Interview by Vestnik Kavkaza
Today the issue of eliminating anti-Russian sanctions won’t be discussed at the meeting of foreign ministers of the EU. Speaking last week that the South Stream Project was completely shut down and gas transit through Ukraine would be stopped, the head of Gazprom Alexei Miller explained: “That’s how the Russian side adapts to the new rules of the game, which were created by the West without considering the opinion of such an an important counteragent.” Fyodor Lukyanov, the editor-in-chief of “Russia in Global Politics”, told Vestnik Kavkaza about sanctions, countersanctions, and the gas issue.
- Recently it was found out that seven EU countries support the elimination of anti-Russian sanctions, including Austria, Hungary, Italy, Slovakia, France and the Czech Republic. Japan and Germany stand for softening sanctions and continuation of dialogue with Russia. However, soon the information was leveled down by a message that Barack Obama and David Cameron had agreed on preserving the sanctions against Russia. Do you think the EU is not tired of anti-Russian sanctions?
- The EU is not an old lady to be tired of something. There is a certain balance of forces and interests, which is changing. Anti-Russian sanctions and sanctions by Russia against the EU damage certain countries and industries significantly. The position of social and professional strata which consider the sanctions to be senseless has become firmer today.
At the same time, there is a political establishment which relies on political approaches rather than economic ones. And the situation is very complicated, as Ukraine is unstable, prospects of a resolution are hazy. Russia is firmly considered to be a country which is involved in the conflict, and it would be impossible to change the sharp course without any progress in the Ukrainian settlement.

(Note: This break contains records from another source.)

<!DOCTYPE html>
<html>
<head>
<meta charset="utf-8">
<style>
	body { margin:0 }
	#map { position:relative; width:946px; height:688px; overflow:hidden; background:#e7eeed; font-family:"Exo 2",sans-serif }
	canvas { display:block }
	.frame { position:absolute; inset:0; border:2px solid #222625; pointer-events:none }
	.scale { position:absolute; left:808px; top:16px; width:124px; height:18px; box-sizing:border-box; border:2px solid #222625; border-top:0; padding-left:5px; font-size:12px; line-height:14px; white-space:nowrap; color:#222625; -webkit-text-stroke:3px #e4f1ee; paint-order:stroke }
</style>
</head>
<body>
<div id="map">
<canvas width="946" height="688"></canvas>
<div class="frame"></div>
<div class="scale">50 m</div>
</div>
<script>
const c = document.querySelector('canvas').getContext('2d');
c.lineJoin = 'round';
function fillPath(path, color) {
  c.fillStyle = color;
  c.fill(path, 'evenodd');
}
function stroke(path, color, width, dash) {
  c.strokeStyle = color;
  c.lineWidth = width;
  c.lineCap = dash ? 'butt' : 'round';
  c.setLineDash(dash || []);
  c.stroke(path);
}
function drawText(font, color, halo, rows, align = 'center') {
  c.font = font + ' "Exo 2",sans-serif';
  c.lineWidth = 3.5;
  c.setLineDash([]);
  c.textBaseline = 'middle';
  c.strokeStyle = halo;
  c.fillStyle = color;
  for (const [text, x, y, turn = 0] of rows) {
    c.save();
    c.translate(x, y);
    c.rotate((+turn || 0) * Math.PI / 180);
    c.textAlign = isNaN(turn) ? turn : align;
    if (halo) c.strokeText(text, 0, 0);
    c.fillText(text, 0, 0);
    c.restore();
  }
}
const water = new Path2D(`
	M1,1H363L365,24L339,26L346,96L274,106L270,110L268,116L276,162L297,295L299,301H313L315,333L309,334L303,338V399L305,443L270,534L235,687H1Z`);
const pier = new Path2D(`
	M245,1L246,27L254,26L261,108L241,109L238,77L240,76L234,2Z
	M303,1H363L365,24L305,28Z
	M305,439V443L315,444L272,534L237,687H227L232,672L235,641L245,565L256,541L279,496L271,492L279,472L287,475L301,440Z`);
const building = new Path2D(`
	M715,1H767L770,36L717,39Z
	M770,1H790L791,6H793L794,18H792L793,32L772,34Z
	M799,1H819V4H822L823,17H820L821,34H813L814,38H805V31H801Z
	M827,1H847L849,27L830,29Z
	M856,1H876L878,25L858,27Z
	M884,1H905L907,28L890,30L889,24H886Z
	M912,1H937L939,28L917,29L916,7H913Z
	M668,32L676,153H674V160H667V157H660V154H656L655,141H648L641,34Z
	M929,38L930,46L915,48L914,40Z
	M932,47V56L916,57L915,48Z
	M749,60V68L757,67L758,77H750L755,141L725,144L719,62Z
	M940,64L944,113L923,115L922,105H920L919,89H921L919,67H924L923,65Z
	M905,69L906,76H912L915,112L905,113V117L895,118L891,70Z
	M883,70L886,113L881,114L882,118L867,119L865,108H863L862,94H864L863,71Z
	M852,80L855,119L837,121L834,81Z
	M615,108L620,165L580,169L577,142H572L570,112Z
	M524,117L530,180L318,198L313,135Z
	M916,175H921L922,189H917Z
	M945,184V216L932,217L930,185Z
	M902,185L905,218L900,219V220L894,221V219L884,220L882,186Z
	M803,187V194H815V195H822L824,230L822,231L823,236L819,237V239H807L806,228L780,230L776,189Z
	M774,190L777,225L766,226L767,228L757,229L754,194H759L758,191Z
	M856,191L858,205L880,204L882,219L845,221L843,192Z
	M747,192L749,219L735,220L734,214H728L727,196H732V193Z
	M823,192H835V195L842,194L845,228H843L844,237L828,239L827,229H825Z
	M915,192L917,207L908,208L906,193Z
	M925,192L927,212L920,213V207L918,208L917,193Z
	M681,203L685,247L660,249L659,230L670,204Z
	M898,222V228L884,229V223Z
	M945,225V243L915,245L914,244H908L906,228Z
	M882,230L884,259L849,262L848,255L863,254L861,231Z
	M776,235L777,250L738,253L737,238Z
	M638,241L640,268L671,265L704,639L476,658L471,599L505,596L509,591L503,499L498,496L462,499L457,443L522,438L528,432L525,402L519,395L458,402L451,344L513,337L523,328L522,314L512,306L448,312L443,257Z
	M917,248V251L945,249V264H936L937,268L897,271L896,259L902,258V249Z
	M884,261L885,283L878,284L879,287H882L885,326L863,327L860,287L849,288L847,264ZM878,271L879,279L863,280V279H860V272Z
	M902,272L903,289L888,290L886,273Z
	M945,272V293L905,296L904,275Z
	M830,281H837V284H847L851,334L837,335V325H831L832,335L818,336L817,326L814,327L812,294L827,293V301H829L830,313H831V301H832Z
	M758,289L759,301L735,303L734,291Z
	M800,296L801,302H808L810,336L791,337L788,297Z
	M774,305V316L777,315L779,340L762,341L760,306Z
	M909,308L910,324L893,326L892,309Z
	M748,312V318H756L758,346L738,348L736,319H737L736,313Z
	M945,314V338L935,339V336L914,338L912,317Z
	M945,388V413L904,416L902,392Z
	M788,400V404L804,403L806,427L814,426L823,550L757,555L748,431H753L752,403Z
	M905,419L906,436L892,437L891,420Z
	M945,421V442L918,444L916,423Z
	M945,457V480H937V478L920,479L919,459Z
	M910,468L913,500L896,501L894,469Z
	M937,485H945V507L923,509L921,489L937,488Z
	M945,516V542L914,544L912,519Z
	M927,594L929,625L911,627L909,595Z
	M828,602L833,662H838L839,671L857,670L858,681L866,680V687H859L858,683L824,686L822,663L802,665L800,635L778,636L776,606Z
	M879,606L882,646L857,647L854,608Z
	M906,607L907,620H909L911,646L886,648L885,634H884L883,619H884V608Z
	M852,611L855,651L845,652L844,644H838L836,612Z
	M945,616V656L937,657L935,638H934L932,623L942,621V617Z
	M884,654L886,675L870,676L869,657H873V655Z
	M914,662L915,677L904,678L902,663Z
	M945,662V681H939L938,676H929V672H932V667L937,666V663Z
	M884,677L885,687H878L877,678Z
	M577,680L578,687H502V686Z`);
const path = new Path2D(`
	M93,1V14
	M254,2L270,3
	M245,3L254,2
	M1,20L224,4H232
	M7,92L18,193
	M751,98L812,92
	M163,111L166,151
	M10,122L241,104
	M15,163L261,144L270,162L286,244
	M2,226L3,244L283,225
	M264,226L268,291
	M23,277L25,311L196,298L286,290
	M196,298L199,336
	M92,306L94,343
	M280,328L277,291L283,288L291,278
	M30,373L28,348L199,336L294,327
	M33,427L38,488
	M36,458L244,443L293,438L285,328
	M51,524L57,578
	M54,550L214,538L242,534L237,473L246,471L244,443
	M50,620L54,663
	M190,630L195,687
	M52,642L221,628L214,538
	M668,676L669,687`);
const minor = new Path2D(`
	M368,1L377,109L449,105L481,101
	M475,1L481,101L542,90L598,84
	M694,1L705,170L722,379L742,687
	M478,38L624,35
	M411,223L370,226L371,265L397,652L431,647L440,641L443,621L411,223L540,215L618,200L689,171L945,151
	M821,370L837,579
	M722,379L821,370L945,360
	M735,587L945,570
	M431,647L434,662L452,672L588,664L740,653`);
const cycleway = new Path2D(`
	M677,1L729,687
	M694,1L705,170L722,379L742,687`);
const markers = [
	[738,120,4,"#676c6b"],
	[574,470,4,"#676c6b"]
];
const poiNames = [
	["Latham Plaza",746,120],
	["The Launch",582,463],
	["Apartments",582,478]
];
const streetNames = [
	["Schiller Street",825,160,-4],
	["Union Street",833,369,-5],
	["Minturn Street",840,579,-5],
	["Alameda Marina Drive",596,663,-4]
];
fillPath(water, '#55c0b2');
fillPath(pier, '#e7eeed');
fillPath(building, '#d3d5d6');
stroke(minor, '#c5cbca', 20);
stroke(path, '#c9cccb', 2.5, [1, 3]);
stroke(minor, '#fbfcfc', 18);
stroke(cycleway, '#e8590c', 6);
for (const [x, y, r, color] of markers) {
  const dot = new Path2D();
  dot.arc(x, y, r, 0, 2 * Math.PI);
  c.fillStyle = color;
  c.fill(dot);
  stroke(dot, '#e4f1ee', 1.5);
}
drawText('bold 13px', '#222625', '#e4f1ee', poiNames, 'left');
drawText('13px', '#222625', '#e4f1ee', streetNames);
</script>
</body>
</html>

Even countries which want this don't have enough arguments. In the end, everything in Europe depends on Germany and its positio,n which is very complicated. On the one hand, Germany is significantly suffering from the economic consequences of the sanctions, but politically it is interested in a stiffer course.
Thus, the current dynamic is that the anti-sanctions forces in Europe are stronger than six months ago, but we cannot speak about a dramatic change.

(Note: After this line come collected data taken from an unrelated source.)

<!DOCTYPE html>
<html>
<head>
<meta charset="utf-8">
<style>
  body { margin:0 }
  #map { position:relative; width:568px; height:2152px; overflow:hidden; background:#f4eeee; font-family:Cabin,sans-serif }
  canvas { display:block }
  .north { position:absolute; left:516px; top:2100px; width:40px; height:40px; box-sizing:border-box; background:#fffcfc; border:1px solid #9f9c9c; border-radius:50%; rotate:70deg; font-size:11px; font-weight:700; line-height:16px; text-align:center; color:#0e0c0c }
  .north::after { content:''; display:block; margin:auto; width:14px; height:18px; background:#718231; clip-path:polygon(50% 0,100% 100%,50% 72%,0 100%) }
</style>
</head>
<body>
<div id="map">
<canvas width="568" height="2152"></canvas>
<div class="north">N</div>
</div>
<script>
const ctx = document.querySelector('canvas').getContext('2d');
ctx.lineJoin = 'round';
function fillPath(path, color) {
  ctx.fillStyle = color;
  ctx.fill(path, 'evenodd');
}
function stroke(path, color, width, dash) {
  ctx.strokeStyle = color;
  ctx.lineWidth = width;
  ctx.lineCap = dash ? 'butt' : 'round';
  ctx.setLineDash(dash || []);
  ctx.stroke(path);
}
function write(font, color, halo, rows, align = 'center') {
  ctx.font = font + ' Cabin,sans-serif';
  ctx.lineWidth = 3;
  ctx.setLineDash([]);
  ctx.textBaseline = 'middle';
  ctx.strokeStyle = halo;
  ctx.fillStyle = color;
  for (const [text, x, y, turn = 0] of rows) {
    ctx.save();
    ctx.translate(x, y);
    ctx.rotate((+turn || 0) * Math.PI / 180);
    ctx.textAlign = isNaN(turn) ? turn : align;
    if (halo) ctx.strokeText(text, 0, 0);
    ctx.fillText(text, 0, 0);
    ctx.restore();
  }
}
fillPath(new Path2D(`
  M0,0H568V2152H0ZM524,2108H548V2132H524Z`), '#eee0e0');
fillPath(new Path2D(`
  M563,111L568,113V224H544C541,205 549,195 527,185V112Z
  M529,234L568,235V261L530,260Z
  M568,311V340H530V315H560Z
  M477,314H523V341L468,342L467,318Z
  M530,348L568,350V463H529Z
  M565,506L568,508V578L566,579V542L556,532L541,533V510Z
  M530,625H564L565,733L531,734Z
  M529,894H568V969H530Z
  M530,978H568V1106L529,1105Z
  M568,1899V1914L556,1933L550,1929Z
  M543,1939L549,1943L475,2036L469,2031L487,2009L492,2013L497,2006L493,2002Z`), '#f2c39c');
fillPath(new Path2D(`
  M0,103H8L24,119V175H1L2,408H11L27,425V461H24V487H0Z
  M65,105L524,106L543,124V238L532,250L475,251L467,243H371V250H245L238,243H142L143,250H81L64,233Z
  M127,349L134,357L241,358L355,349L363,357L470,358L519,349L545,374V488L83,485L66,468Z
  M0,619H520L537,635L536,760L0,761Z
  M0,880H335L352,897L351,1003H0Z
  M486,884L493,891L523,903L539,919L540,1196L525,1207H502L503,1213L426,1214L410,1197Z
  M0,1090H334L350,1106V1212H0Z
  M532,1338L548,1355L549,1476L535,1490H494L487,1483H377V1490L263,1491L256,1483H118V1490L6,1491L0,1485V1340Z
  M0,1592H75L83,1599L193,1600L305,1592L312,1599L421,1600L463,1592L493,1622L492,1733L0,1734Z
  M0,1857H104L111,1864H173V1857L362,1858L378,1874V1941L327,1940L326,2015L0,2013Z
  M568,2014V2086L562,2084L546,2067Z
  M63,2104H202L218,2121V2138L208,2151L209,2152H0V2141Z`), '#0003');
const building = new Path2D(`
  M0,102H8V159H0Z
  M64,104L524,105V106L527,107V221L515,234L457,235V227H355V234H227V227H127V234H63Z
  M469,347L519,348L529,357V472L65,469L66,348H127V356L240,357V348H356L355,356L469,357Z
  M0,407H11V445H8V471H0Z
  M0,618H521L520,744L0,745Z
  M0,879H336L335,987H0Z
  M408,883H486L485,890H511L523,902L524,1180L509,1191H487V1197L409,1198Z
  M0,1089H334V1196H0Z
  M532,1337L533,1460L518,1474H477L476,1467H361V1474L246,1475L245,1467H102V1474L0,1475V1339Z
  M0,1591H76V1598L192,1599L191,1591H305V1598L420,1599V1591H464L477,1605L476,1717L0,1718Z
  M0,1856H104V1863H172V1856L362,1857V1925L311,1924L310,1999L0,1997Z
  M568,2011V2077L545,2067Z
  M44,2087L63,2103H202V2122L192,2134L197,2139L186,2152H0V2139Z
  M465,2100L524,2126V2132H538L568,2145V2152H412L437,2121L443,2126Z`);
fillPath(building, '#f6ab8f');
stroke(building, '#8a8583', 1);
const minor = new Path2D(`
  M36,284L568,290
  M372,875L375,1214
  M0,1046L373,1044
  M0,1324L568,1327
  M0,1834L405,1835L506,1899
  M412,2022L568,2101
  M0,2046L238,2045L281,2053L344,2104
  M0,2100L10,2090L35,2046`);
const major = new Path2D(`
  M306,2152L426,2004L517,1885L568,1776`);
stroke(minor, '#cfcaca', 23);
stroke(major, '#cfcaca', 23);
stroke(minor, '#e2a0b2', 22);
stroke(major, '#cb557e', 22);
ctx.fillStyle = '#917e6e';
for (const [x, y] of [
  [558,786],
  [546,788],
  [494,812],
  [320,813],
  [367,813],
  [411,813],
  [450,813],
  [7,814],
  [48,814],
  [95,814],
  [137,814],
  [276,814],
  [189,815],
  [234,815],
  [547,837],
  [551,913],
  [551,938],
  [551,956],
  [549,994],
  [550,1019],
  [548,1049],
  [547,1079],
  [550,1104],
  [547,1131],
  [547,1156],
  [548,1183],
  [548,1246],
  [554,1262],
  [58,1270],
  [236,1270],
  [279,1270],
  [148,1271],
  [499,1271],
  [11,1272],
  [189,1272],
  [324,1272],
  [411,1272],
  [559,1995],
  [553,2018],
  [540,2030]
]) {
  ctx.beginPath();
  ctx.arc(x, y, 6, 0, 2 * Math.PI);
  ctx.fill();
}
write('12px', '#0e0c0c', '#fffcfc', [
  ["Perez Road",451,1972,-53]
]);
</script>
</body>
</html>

- Are sanctions against Russia harmful for Europe itself?
- Of course they are harmful. Sanctions are always mutual; but a political decision was made there, and it prevailed over economic reasonableness.
- Are rumors on elimination of sanctions connected with the statement by Alexei Miller that the gas flow would be redirected through Turkey?
- I think they are not connected with Miller’s statement. First of all, Europe hasn’t comprehended Miller’s statement completely. They cannot understand whether it is a real radical change in the model of relations or a way of putting on pressure, bluffing, or something else. They haven’t understood whether it is serious or not. Gas relations are not connected with sanctions directly, as the changes have an objective character and are connected with fundamental changes in the European gas market. They didn’t start yesterday. They will continue to deepen, and Gazprom – whether there will be sanctions or not – will have to reconsider its model of relations with Europe. We cannot say how it will happen – radically and confrontationally or harmonically, as part of a search for new mutual interests.